** Work item **
Give the records again exactly. Pictures do not belong in the copy.

□ □ □ □

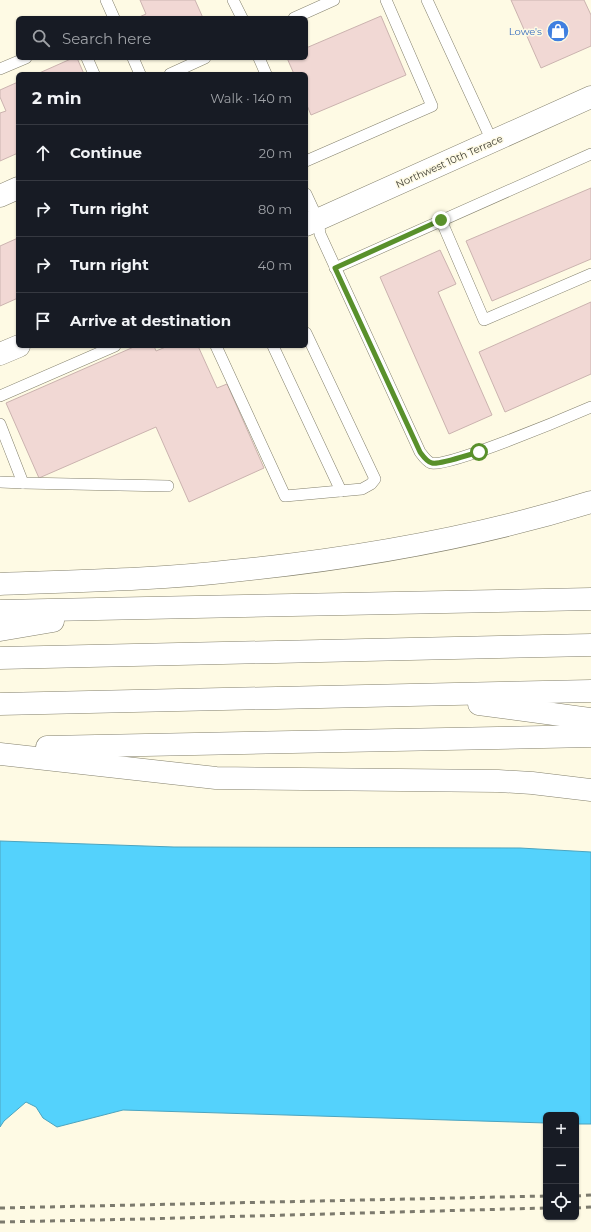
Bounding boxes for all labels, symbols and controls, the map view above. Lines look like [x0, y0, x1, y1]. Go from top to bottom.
search box [16, 16, 308, 60]
shop icon: Lowe's [545, 18, 571, 44]
place label: Lowe's [509, 25, 542, 38]
icon: search [30, 27, 52, 49]
text: Search here [62, 29, 151, 48]
text: 2 min [32, 88, 82, 108]
text: Walk · 140 m [210, 90, 292, 106]
street label: Northwest 10th Terrace [394, 132, 505, 191]
icon: ahead [32, 142, 54, 164]
text: Continue [70, 143, 142, 162]
text: 20 m [259, 145, 292, 161]
icon: right [32, 198, 54, 220]
text: Turn right [70, 199, 149, 218]
text: 80 m [258, 201, 292, 217]
route end [432, 211, 450, 229]
icon: right [32, 254, 54, 276]
text: Turn right [70, 255, 149, 274]
text: 40 m [258, 257, 292, 273]
icon: arrive [32, 310, 54, 332]
text: Arrive at destination [70, 311, 231, 330]
route start [470, 443, 488, 461]
map controls [543, 1112, 579, 1220]
button: + [543, 1112, 579, 1148]
button: − [543, 1148, 579, 1184]
button: locate [543, 1184, 579, 1220]

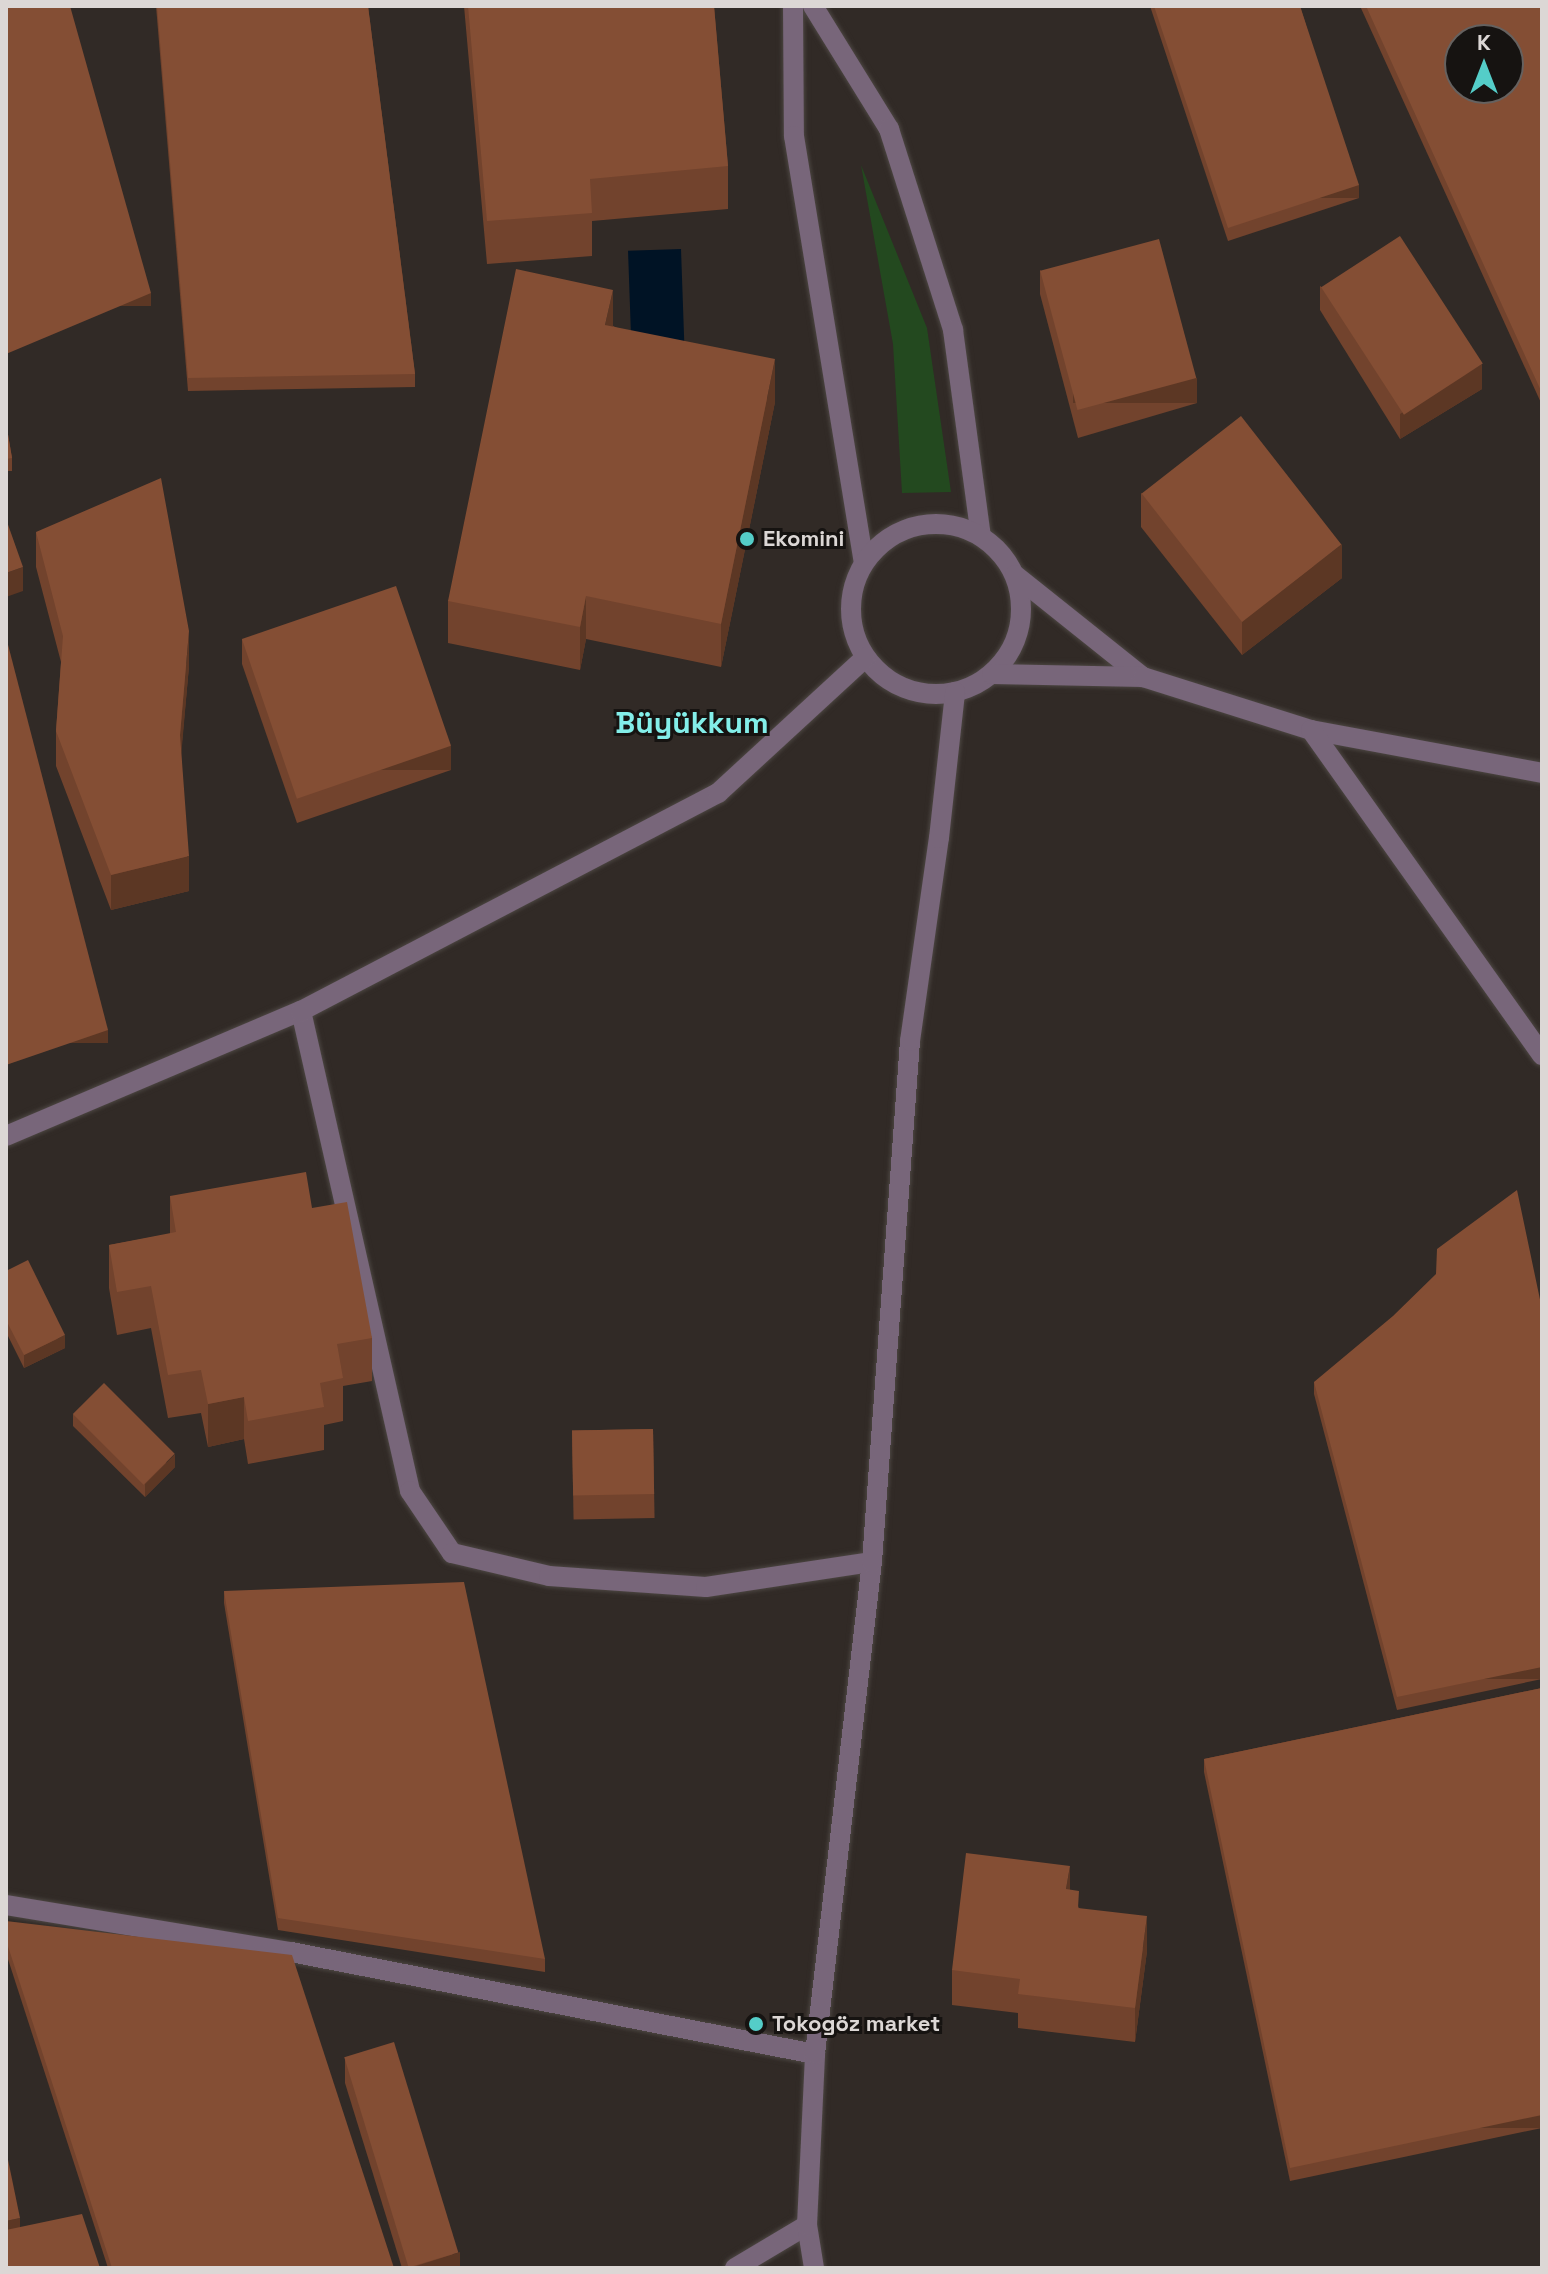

□ □ □ □

** Task solution **
Bounding boxes for all labels, symbols and controls, the map view above. Lines look like [x0, y0, x1, y1]. Go from top to bottom.
search box [16, 16, 308, 60]
shop icon: Lowe's [545, 18, 571, 44]
place label: Lowe's [509, 25, 542, 38]
icon: search [30, 27, 52, 49]
text: Search here [62, 29, 151, 48]
text: 2 min [32, 88, 82, 108]
text: Walk · 140 m [210, 90, 292, 106]
street label: Northwest 10th Terrace [394, 132, 505, 191]
icon: ahead [32, 142, 54, 164]
text: Continue [70, 143, 142, 162]
text: 20 m [259, 145, 292, 161]
icon: right [32, 198, 54, 220]
text: Turn right [70, 199, 149, 218]
text: 80 m [258, 201, 292, 217]
route end [432, 211, 450, 229]
icon: right [32, 254, 54, 276]
text: Turn right [70, 255, 149, 274]
text: 40 m [258, 257, 292, 273]
icon: arrive [32, 310, 54, 332]
text: Arrive at destination [70, 311, 231, 330]
route start [470, 443, 488, 461]
map controls [543, 1112, 579, 1220]
button: + [543, 1112, 579, 1148]
button: − [543, 1148, 579, 1184]
button: locate [543, 1184, 579, 1220]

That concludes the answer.